**EXERCISE DESCRIPTION**: For the listing below, print exactly the lines from the line with "--surface:#fff; --page:#f6f6f6; --text:#202124;" to the line with "position:absolute; left:390px; top:815px;", both included, and nothing beyond them.

**RECORDS SHOWN**:
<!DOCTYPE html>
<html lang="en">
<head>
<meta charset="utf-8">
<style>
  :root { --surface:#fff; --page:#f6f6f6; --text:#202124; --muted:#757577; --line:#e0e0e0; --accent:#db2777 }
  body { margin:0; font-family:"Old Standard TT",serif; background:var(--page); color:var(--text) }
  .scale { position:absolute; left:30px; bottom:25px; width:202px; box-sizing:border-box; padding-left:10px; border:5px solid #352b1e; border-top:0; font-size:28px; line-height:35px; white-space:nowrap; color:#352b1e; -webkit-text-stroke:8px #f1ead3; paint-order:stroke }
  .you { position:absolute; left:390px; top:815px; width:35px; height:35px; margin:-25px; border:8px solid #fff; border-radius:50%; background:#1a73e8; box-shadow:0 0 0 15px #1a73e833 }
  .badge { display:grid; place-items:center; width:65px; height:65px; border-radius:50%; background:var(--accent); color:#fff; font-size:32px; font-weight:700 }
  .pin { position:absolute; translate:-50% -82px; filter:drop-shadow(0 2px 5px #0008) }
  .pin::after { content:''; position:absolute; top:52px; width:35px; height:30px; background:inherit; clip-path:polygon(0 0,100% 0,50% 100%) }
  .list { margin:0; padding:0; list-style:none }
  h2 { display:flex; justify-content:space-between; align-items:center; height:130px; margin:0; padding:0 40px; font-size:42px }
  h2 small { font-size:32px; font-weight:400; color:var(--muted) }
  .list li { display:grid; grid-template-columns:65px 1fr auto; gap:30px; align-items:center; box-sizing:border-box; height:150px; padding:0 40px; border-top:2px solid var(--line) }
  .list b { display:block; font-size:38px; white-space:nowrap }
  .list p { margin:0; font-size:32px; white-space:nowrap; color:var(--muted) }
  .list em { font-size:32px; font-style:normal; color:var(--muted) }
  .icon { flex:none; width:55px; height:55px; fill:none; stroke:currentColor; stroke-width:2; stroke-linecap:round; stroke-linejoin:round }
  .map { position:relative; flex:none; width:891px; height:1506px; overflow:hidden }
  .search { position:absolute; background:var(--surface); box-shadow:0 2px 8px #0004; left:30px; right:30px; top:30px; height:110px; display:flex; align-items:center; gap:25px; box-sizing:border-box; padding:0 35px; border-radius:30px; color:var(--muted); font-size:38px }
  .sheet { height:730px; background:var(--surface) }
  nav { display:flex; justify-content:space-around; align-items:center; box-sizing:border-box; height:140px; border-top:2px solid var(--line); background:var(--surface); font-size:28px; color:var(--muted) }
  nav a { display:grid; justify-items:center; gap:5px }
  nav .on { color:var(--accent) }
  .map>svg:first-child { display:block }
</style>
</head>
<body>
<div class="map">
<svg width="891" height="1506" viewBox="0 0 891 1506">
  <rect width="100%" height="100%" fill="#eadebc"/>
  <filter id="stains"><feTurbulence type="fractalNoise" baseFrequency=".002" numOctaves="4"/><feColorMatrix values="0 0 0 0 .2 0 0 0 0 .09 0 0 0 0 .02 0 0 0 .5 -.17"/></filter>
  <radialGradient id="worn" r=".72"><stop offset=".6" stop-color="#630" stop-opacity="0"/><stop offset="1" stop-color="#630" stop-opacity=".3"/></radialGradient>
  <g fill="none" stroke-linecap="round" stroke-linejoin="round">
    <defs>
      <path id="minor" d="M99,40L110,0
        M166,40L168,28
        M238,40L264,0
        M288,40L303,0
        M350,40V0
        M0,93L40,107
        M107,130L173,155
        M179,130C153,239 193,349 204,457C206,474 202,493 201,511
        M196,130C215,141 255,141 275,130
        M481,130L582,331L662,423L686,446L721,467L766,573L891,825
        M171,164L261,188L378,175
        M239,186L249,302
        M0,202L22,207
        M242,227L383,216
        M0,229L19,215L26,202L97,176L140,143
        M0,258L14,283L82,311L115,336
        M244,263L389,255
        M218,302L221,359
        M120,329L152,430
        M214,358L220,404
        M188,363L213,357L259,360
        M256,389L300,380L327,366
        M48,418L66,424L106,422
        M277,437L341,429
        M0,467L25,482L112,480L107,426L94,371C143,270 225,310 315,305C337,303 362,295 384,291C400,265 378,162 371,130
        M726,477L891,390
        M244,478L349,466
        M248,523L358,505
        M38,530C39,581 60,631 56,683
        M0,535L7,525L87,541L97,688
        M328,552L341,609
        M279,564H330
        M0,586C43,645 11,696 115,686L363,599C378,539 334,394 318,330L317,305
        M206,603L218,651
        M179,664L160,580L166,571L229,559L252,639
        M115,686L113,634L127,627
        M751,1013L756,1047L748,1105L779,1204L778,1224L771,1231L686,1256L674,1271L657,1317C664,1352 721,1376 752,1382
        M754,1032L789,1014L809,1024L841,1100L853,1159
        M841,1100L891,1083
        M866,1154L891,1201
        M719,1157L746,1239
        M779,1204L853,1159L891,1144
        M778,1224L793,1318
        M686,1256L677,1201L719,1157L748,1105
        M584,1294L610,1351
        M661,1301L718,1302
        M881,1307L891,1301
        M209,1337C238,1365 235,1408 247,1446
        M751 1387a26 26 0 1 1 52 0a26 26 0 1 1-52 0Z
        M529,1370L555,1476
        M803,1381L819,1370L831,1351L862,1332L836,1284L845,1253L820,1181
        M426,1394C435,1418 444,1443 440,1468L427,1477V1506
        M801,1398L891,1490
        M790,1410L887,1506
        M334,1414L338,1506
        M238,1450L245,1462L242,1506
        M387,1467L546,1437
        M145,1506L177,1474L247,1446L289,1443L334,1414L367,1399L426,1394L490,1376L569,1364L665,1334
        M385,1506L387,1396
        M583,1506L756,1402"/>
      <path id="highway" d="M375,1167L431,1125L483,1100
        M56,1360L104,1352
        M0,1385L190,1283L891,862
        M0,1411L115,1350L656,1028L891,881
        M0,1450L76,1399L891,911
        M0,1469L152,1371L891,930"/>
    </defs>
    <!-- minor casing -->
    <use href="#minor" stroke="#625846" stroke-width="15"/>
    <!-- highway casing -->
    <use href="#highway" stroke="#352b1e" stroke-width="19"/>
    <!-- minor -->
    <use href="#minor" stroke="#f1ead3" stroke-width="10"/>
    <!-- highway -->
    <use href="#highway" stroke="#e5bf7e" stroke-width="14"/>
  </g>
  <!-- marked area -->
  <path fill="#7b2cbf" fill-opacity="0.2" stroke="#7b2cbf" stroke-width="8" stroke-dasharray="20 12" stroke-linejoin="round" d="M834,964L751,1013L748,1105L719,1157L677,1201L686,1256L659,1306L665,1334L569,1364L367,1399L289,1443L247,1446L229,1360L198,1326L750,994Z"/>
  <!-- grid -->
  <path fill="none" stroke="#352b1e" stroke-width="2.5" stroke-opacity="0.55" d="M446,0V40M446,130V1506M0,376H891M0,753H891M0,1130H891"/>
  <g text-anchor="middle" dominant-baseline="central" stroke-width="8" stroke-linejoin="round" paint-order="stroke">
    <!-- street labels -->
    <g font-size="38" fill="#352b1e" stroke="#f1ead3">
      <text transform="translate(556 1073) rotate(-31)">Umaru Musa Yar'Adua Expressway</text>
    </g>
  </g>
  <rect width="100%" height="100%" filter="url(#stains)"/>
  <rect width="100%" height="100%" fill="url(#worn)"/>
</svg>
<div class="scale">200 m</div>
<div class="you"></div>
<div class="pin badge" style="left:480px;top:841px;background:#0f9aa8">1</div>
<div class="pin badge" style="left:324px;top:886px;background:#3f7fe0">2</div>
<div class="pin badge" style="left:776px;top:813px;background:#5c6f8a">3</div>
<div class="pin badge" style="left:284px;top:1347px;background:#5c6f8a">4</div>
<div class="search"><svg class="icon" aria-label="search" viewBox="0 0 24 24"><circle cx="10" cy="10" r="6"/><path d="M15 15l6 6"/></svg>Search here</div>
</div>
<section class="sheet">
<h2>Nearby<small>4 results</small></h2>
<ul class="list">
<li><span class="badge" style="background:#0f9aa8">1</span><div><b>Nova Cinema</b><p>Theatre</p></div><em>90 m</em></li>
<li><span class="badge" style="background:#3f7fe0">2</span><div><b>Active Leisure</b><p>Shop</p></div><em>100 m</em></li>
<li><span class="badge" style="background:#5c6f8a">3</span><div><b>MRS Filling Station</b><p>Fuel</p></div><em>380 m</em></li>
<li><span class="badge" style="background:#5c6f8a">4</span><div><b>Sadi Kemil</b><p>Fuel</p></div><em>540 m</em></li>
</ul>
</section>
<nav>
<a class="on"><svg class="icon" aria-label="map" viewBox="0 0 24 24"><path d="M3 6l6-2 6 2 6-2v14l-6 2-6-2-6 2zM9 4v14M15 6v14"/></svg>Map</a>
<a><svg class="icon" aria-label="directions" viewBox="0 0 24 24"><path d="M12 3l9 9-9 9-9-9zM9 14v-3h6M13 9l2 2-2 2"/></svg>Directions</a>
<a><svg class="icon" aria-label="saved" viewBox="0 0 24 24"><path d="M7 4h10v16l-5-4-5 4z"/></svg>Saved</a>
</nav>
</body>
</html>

**REPLY**:
  :root { --surface:#fff; --page:#f6f6f6; --text:#202124; --muted:#757577; --line:#e0e0e0; --accent:#db2777 }
  body { margin:0; font-family:"Old Standard TT",serif; background:var(--page); color:var(--text) }
  .scale { position:absolute; left:30px; bottom:25px; width:202px; box-sizing:border-box; padding-left:10px; border:5px solid #352b1e; border-top:0; font-size:28px; line-height:35px; white-space:nowrap; color:#352b1e; -webkit-text-stroke:8px #f1ead3; paint-order:stroke }
  .you { position:absolute; left:390px; top:815px; width:35px; height:35px; margin:-25px; border:8px solid #fff; border-radius:50%; background:#1a73e8; box-shadow:0 0 0 15px #1a73e833 }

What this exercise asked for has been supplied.